Y para terminar esta fantástica trilogía de nuevos platos de la carta, nos deleitamos con unas Costillitas de Chanchito Kintu glaseadas en barbacoa de chifa. Dulces y con un súper buen punto de cocción. Para comerlas una y otra vez sin parar y quedar con la boca llena de sabor a cielo. ¿No me creen? Tendrán que comprobarlo ustedes mismos.

La carta tiene una opción vegana con Tofu, Verduras y Hongos Guisados para aquellos que siguen esa línea de comida. Esta en la sección Los Clásicos de Siempre. 

Como si fuera poco pudimos sumarle a estas delicias un plato del clásico Chaufa Especial Charapa con chanchito asado, plátano, ají de cocona y huevo. Una opción llena de sabor y perfecta para acompañar alguna de las especialidades.

Y antes de terminar esta nota y retirarme a comer algo (porque pucha que da hambre escribir de comida, sobretodo cuando llevas harto rato con el estómago vacío), les hablaré de los postres. Sé que les gusta mucho esta parte.
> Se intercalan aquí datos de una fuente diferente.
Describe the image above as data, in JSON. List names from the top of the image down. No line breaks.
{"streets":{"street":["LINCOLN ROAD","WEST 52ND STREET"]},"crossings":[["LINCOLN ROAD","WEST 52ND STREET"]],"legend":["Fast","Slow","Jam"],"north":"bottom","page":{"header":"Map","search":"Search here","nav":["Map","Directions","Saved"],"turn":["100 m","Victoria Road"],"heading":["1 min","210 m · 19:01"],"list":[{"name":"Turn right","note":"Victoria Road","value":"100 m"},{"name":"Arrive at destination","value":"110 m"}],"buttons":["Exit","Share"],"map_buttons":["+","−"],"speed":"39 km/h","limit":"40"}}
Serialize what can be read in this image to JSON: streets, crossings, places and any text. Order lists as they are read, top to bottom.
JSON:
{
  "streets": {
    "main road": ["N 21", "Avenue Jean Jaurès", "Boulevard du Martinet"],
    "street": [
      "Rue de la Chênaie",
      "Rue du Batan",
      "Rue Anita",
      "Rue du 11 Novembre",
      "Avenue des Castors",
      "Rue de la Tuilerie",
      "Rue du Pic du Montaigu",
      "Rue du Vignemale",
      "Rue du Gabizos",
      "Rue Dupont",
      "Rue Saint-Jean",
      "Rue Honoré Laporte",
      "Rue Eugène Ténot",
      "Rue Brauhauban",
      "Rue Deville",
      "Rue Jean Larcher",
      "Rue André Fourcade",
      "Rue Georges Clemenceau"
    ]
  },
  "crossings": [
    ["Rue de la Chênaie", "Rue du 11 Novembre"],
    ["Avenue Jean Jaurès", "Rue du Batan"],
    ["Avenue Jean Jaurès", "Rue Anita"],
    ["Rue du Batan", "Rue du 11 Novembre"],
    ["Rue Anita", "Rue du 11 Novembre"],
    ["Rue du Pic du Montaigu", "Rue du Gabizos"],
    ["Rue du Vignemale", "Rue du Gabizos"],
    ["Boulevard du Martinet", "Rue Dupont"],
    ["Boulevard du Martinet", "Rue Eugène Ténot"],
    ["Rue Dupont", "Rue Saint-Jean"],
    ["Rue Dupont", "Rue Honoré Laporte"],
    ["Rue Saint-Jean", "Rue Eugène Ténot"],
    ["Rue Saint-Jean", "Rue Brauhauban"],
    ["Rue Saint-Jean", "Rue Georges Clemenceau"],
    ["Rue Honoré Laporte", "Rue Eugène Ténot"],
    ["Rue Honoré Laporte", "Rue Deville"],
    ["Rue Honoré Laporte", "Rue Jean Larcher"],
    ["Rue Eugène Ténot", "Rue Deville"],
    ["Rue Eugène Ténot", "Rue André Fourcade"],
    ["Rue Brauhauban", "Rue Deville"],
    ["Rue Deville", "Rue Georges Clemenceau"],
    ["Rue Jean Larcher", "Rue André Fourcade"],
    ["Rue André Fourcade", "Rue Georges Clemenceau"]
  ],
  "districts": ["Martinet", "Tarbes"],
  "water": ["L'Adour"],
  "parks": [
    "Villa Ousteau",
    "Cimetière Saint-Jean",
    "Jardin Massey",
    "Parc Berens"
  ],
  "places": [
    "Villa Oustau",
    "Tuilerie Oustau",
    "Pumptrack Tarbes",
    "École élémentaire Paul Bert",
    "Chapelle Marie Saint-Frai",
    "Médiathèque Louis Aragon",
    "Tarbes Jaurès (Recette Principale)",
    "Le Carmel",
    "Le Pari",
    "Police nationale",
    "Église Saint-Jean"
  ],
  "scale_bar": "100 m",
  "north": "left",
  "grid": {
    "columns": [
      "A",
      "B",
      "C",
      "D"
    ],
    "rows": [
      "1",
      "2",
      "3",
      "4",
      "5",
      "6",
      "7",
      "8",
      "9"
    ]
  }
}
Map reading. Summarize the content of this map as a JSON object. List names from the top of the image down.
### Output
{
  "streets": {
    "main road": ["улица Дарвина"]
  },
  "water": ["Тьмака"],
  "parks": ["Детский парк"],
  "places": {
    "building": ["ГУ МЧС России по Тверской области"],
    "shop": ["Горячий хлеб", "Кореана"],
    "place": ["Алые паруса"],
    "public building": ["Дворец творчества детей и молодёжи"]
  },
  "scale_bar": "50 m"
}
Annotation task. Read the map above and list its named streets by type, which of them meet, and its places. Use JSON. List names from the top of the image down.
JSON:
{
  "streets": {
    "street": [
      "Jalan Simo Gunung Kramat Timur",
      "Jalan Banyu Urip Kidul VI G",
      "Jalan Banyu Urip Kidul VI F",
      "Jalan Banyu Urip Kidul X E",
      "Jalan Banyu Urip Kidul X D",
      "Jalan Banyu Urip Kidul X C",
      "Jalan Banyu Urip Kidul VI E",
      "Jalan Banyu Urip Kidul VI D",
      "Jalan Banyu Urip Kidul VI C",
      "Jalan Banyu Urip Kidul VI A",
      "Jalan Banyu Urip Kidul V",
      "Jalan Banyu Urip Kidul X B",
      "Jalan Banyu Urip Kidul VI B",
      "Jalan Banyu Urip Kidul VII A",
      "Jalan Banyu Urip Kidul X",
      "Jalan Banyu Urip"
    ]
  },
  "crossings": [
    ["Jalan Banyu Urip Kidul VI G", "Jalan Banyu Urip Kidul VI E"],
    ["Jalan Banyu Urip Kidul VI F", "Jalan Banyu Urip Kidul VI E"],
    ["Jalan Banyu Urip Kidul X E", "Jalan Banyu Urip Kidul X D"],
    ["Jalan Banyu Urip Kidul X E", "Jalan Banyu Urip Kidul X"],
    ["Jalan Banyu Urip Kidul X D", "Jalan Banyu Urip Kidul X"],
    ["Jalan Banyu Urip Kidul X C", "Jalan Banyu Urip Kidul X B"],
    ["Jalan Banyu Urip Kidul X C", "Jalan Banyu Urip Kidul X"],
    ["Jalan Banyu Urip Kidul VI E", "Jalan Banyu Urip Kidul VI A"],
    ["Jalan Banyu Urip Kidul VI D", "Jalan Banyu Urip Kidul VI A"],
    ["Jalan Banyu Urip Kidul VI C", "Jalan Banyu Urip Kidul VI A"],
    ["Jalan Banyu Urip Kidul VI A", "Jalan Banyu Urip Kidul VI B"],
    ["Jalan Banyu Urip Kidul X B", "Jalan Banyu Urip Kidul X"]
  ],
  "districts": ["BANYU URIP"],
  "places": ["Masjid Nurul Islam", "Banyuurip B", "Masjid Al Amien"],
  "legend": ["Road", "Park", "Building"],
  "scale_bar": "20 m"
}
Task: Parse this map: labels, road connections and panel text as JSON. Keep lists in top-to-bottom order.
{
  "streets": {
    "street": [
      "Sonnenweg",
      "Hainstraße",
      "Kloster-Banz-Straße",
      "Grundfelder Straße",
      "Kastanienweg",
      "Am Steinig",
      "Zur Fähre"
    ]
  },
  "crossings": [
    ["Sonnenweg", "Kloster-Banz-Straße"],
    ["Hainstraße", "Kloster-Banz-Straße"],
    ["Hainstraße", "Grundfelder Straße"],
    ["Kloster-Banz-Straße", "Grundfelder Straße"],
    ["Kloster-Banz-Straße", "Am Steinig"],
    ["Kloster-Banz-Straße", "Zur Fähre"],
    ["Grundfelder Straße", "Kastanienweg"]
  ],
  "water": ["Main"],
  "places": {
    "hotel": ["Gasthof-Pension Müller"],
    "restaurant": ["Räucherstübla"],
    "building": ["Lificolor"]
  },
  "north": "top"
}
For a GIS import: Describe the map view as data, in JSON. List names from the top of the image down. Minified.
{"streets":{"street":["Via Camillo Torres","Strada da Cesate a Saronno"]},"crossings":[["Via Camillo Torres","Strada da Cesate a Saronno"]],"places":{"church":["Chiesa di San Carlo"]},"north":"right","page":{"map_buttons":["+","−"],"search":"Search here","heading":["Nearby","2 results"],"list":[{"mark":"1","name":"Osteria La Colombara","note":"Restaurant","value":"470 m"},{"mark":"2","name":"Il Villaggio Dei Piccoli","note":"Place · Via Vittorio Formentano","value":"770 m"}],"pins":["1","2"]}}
Pudimos probar dos, y bien diferentes entre sí. El Sagrado, lleno de textura y el Copón de Lychee lleno de frescura. Dos sellos perfectos para terminar una rica, rica velada.

Un poco de cultura gastronómica. La palabra chifa proviene del chino «chi fan» y significa «comer arroz». Pero resulta que en Madam Tusan no solamente encontramos arroz, sino también una variedad de platos que transportan a un mundo de aromas y sabores placenteros, con porciones generosas y una atención de primera. Que sigan otros siete años más.

¿Dónde? Boulevard Parque Arauco, Local 365, Las Condes.